Le 20 mars 2018, la Grande chambre de la Cour européenne des droits de l'homme a rendu son jugement sur l'affaire Mehmet Altan. La Cour a conclu à l'existence d'une violation de l’article 5 § 1 (droit à la liberté et à la sûreté) et de l’article 10 (liberté d’expression) de la Convention européenne des droits de l’homme. Concernant l’article 5 § 1, la Cour a jugé en particulier que "le maintien en détention provisoire de M. Altan après l’arrêt clair et non-ambigu de la Cour constitutionnelle du 11 janvier 2018 (...) ne peut pas être considéré comme 'régulier' ". La Cour a précisé que "le fait qu’un autre tribunal remette en question les compétences d’une cour constitutionnelle, dotée des pouvoirs de rendre des arrêts définitifs et contraignants concernant les recours individuels, va à l’encontre des principes fondamentaux de l’État de droit et de la sécurité juridique (...) qui sont les pierres angulaires des garanties contre l’arbitraire". Concernant l’article 10, la Cour juge en particulier qu’ "il n’y a aucune raison pour arriver à une conclusion différente de celle de la Cour constitutionnelle, laquelle a conclu que la mise et le maintien en détention provisoire de M. Altan, consécutifs à l’expression par ce dernier de ses opinions, sont une mesure lourde qui ne peut pas être considérée comme une ingérence nécessaire et proportionnée dans une société démocratique". À cet égard, la Cour a précisé, entre autres, que "le fait de formuler des critiques contre les gouvernements et le fait de publier des informations qui sont considérées comme dangereuses pour les intérêts nationaux par les leaders et dirigeants d’un pays ne doivent pas aboutir à la formulation d’accusations pénales particulièrement graves comme l’appartenance ou l’assistance à une organisation terroriste, la tentative de renversement du gouvernement ou de l’ordre constitutionnel ou la propagande du terrorisme".

20 mars 2018

Le 20 mars 2018, la Grande chambre de la Cour européenne des droits de l'homme a rendu son jugement sur l'affaire Şahin Alpay.

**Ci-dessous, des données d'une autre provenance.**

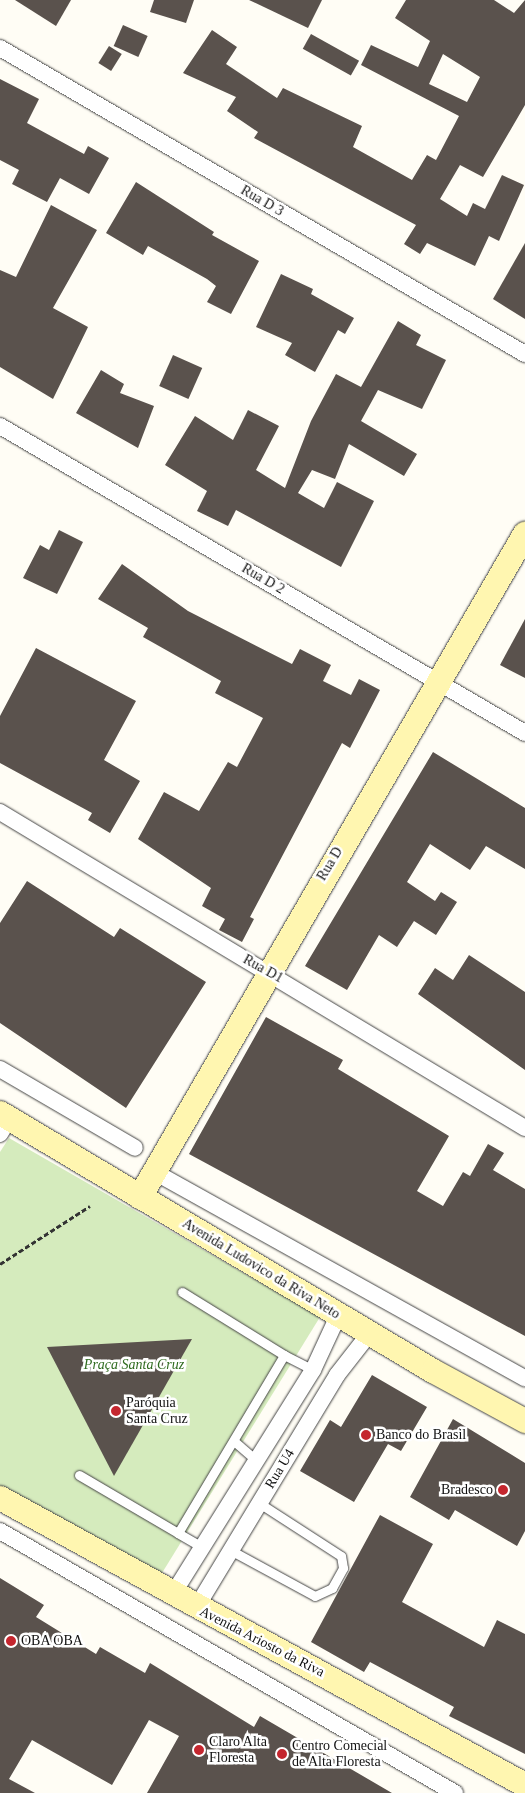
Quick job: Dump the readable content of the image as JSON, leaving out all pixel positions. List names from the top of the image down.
{
  "streets": {
    "street": [
      "Rua D 3",
      "Rua D 2",
      "Rua D",
      "Rua D1",
      "Avenida Ludovico da Riva Neto",
      "Rua U4",
      "Avenida Ariosto da Riva"
    ]
  },
  "crossings": [
    ["Rua D 2", "Rua D"],
    ["Rua D", "Rua D1"],
    ["Rua D", "Avenida Ludovico da Riva Neto"],
    ["Avenida Ludovico da Riva Neto", "Rua U4"],
    ["Rua U4", "Avenida Ariosto da Riva"]
  ],
  "parks": ["Praça Santa Cruz"],
  "places": [
    "Paróquia Santa Cruz",
    "Banco do Brasil",
    "Bradesco",
    "OBA OBA",
    "Claro Alta Floresta",
    "Centro Comecial de Alta Floresta"
  ]
}
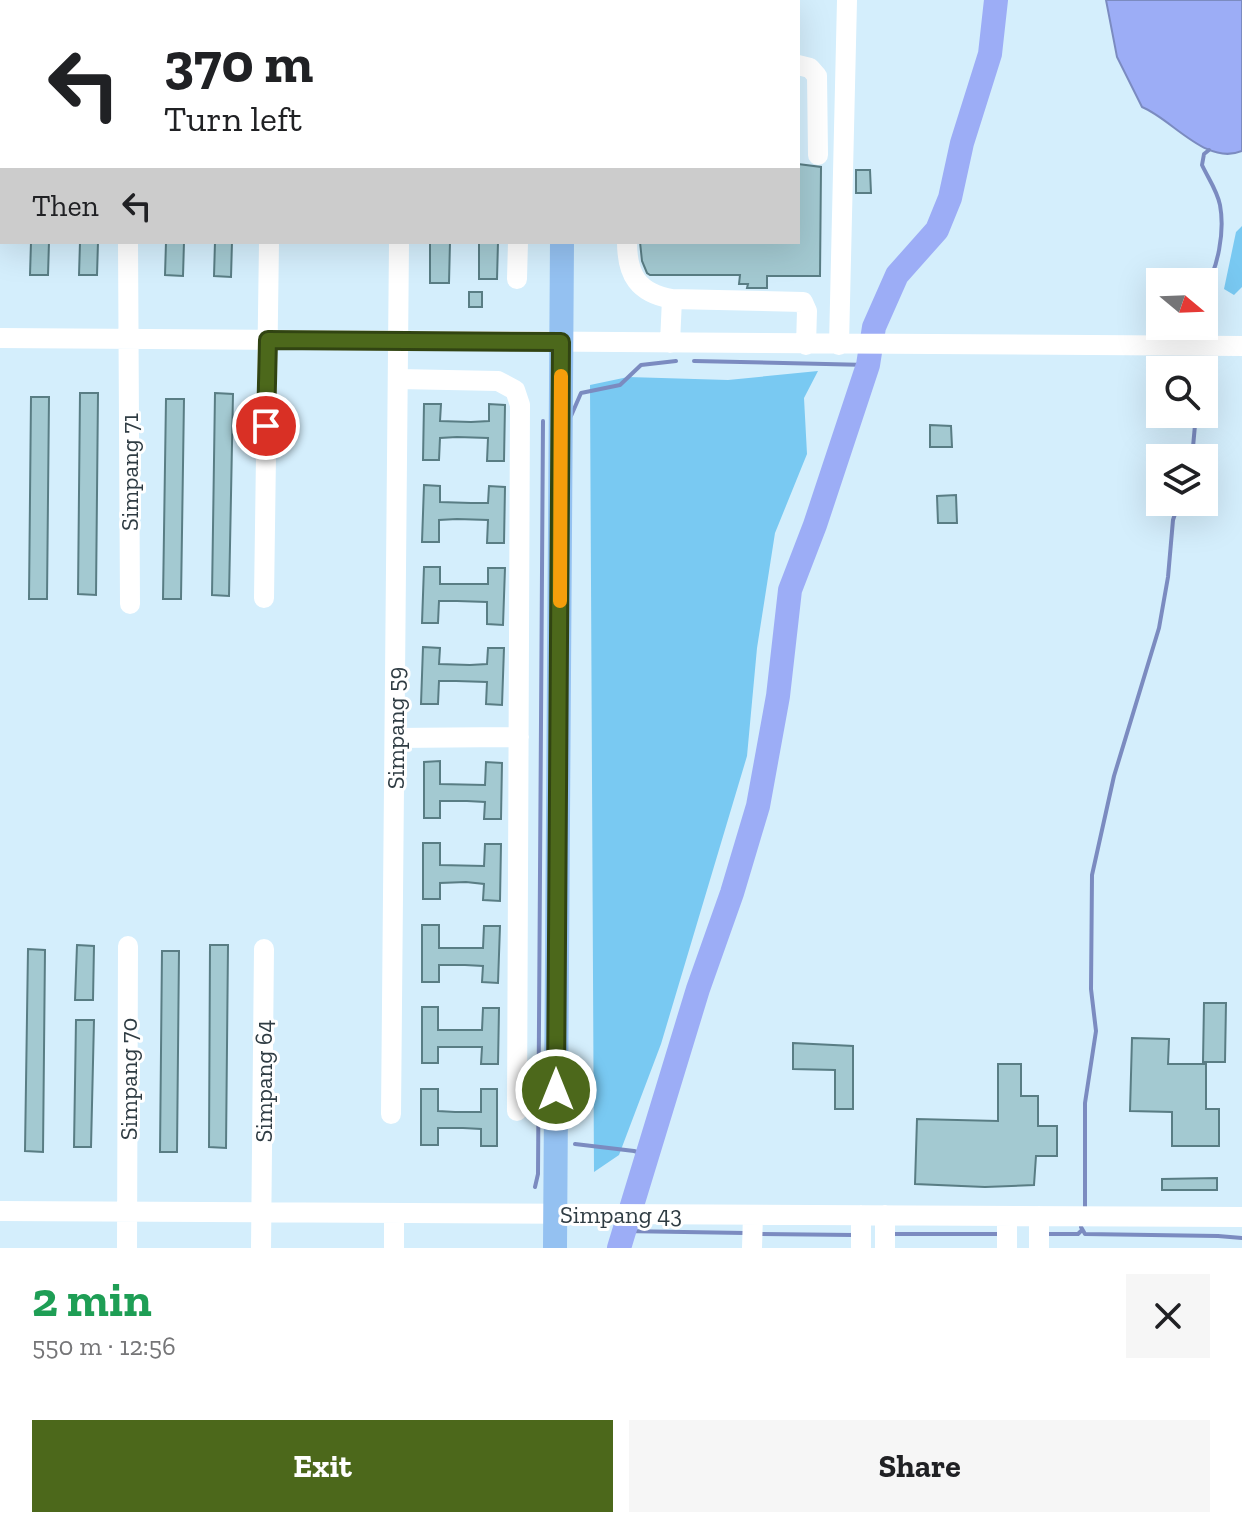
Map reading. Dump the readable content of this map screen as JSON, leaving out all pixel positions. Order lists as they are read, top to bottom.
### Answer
{
  "streets": {
    "street": [
      "Simpang 71",
      "Simpang 59",
      "Simpang 70",
      "Simpang 64",
      "Simpang 43"
    ]
  },
  "crossings": [
    ["Simpang 70", "Simpang 43"],
    ["Simpang 64", "Simpang 43"]
  ],
  "north": "right",
  "page": {
    "turn": ["370 m", "Turn left"],
    "then": "Then",
    "heading": ["2 min", "550 m · 12:56"],
    "buttons": ["Exit", "Share"]
  }
}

La Cour a conclu à l'existence d'une violation de l’article 5 § 1 (droit à la liberté et à la sûreté) et de l’article 10 (liberté d’expression) de la Convention européenne des droits de l’homme. Concernant l’article 5 § 1, la Cour a jugé en particulier que "le maintien en détention provisoire de M. Alpay après l’arrêt clair et non-ambigu de la Cour constitutionnelle du 11 janvier 2018 (...) ne peut pas être considéré comme 'régulier' ". La Cour a précisé que "le fait qu’un autre tribunal remette en question les compétences d’une cour constitutionnelle, dotée des pouvoirs de rendre des arrêts définitifs et contraignants concernant les recours individuels, va à l’encontre des principes fondamentaux de l’État de droit et de la sécurité juridique (...) qui sont les pierres angulaires des garanties contre l’arbitraire". Sous l’angle de l’article 46 (force obligatoire et exécution des arrêts) de la Convention, la Cour estime qu’il incombe à l’État défendeur d’assurer la cessation de la détention provisoire de M. Alpay dans les plus brefs délais. Concernant l’article 10, la Cour juge en particulier qu’ "il n’y a aucune raison pour arriver à une conclusion différente de celle de la Cour constitutionnelle, laquelle a conclu que la mise et le maintien en détention provisoire de M. Alpay, consécutifs à l’expression par ce dernier de ses opinions, sont une mesure lourde qui ne peut pas être considérée comme une ingérence nécessaire et proportionnée dans une société démocratique". À cet égard, la Cour a précisé, entre autres, que "le fait de formuler des critiques contre les gouvernements et le fait de publier des informations qui sont considérées comme dangereuses pour les intérêts nationaux par les leaders et dirigeants d’un pays ne doivent pas aboutir à la formulation d’accusations pénales particulièrement graves comme l’appartenance ou l’assistance à une organisation terroriste, la tentative de renversement du gouvernement ou de l’ordre constitutionnel ou la propagande du terrorisme".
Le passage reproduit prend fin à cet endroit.